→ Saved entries
====

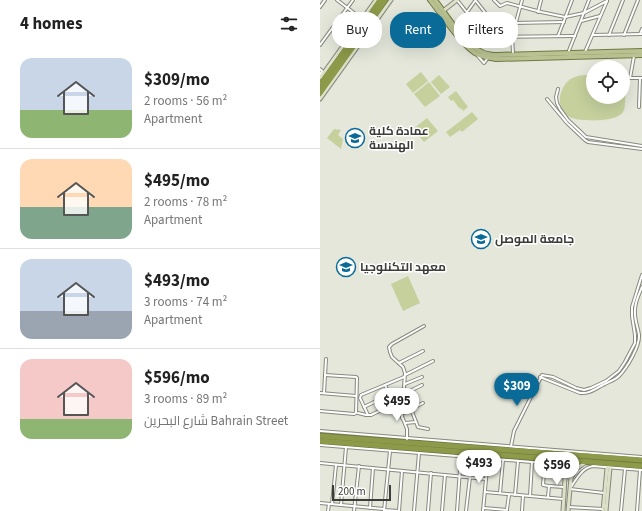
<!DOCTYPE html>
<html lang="en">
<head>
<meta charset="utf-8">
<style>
  body { margin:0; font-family:"Source Sans 3",Cairo,sans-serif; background:#f2f2f2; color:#222; height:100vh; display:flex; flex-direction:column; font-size:15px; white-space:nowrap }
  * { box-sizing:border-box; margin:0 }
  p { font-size:13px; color:#767676 }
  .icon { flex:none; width:22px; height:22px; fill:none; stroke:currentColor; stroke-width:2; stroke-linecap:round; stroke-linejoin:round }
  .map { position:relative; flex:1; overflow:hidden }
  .panel { display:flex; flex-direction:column; background:#fff; width:320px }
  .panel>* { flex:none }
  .top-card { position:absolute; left:12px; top:12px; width:250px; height:36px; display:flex; gap:8px }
  .buttons { position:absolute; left:266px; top:60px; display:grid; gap:8px }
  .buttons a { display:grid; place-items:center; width:44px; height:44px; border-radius:50%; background:#fff; box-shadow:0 4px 16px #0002; font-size:20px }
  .scale { position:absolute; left:12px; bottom:10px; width:59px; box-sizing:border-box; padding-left:4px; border:2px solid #3c3d38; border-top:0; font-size:11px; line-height:14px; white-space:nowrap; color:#3c3d38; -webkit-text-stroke:3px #fff; paint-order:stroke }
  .price { position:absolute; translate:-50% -34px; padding:0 9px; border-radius:14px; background:#fff; color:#222; font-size:13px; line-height:26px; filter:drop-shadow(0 1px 2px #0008) }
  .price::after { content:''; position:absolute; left:50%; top:24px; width:12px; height:9px; margin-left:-6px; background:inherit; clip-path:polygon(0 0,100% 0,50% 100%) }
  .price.current { background:#0a6b99; color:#fff }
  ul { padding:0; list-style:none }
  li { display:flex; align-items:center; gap:12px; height:100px; padding:0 20px }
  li+li { border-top:1px solid #e0e0e0 }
  li span { display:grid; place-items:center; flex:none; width:112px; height:80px; border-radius:12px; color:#555 }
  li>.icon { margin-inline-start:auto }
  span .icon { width:48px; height:48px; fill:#fffc; stroke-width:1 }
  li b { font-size:17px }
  h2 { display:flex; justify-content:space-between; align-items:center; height:48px; padding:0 20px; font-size:17px }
  .tag { padding:0 14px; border-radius:16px; background:#fff; box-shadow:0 4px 16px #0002; font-size:14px; line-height:36px }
  .tag.current { background:#0a6b99; color:#fff }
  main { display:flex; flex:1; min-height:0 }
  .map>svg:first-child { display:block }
</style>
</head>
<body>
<main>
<section class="panel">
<h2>4 homes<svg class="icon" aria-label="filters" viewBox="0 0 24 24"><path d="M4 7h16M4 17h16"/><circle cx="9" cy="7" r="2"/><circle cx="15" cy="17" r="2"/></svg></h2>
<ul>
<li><span style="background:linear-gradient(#c9d6e8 65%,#8fb573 0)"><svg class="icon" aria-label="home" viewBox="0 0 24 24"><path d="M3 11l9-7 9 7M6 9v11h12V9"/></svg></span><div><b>$309/mo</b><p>2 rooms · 56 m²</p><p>Apartment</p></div></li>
<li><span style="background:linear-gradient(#ffd9b3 60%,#7fa58c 0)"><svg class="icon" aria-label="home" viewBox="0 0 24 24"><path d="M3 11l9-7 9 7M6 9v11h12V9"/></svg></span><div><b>$495/mo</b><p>2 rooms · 78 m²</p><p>Apartment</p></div></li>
<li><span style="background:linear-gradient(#c9d6e8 65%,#9aa5b1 0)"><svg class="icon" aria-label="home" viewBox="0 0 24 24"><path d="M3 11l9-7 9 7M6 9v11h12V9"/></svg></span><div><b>$493/mo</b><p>3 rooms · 74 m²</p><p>Apartment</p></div></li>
<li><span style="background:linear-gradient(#f6c9c9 75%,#8fb573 0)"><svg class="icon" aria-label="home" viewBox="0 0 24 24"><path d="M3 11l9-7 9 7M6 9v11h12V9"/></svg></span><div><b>$596/mo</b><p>3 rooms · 89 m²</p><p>شارع البحرين Bahrain Street</p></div></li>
</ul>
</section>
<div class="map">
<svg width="322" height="511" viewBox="0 0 322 511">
  <rect width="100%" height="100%" fill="#e4e7da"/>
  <g fill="#c5d09d">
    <polygon points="101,72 108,81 93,93 86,84"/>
    <polygon points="119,75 130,87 121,94 111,82"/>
    <path d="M 273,75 L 273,97 L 303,97 L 303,85 C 306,91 306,94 305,100 C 305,104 305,109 303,112 C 300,116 294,118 289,119 C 282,121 259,121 252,118 C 241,114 237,100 242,90 C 249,75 259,75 273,75 Z"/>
    <polygon points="109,82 120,96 105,107 94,94"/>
    <polygon points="136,91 148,107 143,111 141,108 140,109 133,100 131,101 128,97"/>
    <polygon points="152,112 158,119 142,132 140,130 130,137 126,132"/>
    <polygon points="107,118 118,131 104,142 93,129"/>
    <polygon points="14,129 21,130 18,135 23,139 21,149 7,138"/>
    <polygon points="88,276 100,303 83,311 71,284"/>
  </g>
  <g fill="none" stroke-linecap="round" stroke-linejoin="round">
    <defs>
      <g id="street">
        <polyline points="17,0 42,19"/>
        <polyline points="137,0 160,29 166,35 174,37 255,36"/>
        <polyline points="174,0 180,6 187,3 221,12 245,17 264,13 287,1"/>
        <polyline points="156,1 167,15 176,22 194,23 244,22"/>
        <polyline points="0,7 5,0"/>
        <polyline points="147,12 155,1"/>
        <polyline points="218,12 221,0"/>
        <polyline points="261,21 280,16"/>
        <polyline points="320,34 322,29"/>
        <polyline points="273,35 322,34"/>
        <polyline points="289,35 303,0"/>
        <polyline points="304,35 318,0"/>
        <polyline points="238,36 252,0"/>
        <polyline points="0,45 33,0"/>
        <polyline points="265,52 287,1"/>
        <polyline points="193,53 192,37 202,0"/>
        <polyline points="248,53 269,0"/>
        <polyline points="157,55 164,63 167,59"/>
        <polyline points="314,56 310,78 322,78"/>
        <polyline points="0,69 2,71 0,75"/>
        <polyline points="238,89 236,97 237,103 240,109 248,120 266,137 322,146"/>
        <polyline points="227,99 247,123 265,140 268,142 322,149"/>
        <polyline points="319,107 320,78"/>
        <polyline points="79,363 103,351"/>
        <polyline points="85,375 113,361"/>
        <path d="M 220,377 L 260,393 C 269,394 275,389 283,385 C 288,382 295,380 299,376 C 307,368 320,346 319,335 C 318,327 314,319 315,310 C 315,302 319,294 322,287"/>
        <polyline points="85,384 102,377"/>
        <polyline points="65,385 74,404"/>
        <polyline points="0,393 36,396"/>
        <polyline points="4,393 6,359"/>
        <polyline points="84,394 102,385"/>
        <polyline points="44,407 79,390 85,390"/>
        <polyline points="91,409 98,427 108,429"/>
        <polyline points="0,411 34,414 36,413 37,378 36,377 5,375"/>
        <polyline points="38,413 46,415 51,415 74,404 77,404 87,429 87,439"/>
        <polyline points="83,413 103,403"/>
        <polyline points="48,415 40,398 41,395 84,377"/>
        <polyline points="82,418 85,373 83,367 72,357 70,352 69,347 72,344 104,326"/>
        <polyline points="85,423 96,422"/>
        <polyline points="0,431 322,457"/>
        <polyline points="0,445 224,463"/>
        <polyline points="191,446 194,431 222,375 233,377 256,388 264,390 271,388 286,381 299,371 305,362 315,343 315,335 312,316 312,307 322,275"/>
        <polyline points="225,461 223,485 229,486 228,497"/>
        <polyline points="0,463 166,479"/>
        <polyline points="229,486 244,487"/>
        <path d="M 251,487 C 257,478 262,468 273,466 L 322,470"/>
        <polyline points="250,489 284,493"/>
        <polyline points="165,492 243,499"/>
        <polyline points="180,493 183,460"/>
        <polyline points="195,495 198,461"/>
        <polyline points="210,496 212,462"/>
        <polyline points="0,503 64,509"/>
        <polyline points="12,504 16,465"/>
        <polyline points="21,505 26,447"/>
        <polyline points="248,507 283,509"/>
        <polyline points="50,508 53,468"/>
        <polyline points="164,508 187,510"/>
        <polyline points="187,509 189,495"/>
        <polyline points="64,510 79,511"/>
        <polyline points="8,511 9,504"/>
        <polyline points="34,511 39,466"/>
        <polyline points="64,511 70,451"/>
        <polyline points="79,511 82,471"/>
        <polyline points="94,511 99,453"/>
        <polyline points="108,511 111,473"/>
        <polyline points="122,511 125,475"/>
        <polyline points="137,511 141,456"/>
        <polyline points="146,511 150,477"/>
        <polyline points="163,511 168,458"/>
        <polyline points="202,511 203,496"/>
        <polyline points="301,511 305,469"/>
        <polyline points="317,511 320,470"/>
      </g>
      <g id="secondary">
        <polyline points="123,11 137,0"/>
        <polyline points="0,78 56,0"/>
        <polyline points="0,99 71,0"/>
        <path d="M 234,459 C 240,465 244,470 245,478 L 243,511"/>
        <polyline points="248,511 251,478 256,469 266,462"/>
        <polyline points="283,511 287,468"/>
        <polyline points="286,511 290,468"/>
      </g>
      <g id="primary">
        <path d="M 110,0 C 122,15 140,43 155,53 C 162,57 169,58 176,59 L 322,55"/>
        <path d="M 115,0 C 126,14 143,42 158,50 C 163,53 169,55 176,55 L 322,51"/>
      </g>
      <g id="highway">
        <polyline points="0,85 34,38 60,0"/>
        <polyline points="0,93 38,40 65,0"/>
        <polyline points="0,436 322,460"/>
        <polyline points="0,441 322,466"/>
      </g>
    </defs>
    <use href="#street" stroke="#86897d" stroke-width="4"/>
    <use href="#secondary" stroke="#86897d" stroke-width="5"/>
    <use href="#primary" stroke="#707943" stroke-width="6"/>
    <use href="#highway" stroke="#707943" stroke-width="7"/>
    <use href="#street" stroke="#fff" stroke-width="2"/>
    <use href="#secondary" stroke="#dce1c8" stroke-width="3"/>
    <use href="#primary" stroke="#bac292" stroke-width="4"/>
    <use href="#highway" stroke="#8c9a49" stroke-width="5"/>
  </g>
  <defs>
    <symbol id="university-ring" viewBox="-11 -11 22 22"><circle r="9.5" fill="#fff" stroke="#0a6b99" stroke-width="1.5"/><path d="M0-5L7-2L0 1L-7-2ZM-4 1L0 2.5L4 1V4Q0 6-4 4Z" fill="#0a6b99"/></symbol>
  </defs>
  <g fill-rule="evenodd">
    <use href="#university-ring" x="24" y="127" width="22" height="22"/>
    <use href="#university-ring" x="150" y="228" width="22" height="22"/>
    <use href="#university-ring" x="15" y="256" width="22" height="22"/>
  </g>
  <g text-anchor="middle" stroke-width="3" stroke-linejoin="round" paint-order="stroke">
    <g font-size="12" font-weight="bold" fill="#3c3d38" stroke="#fff" text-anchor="start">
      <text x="49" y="135">عمادة كلية<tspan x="49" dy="14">الهندسة</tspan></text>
      <text x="175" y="243">جامعة الموصل</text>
      <text x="40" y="271">معهد التكنلوجيا</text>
    </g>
  </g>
</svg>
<div class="buttons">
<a><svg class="icon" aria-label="locate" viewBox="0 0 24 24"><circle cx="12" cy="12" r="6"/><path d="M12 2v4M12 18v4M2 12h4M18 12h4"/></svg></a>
</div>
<div class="scale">200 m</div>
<b class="price current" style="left:197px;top:407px">$309</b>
<b class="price" style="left:77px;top:422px">$495</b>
<b class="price" style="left:159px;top:484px">$493</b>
<b class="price" style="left:237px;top:486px">$596</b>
<div class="top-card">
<a class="tag">Buy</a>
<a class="tag current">Rent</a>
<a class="tag">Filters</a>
</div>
</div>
</main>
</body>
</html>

====

→ Exercise goal
Tally the lines in the entries above that hold the word "start". Reply with nothing but that count.

→ Written response
2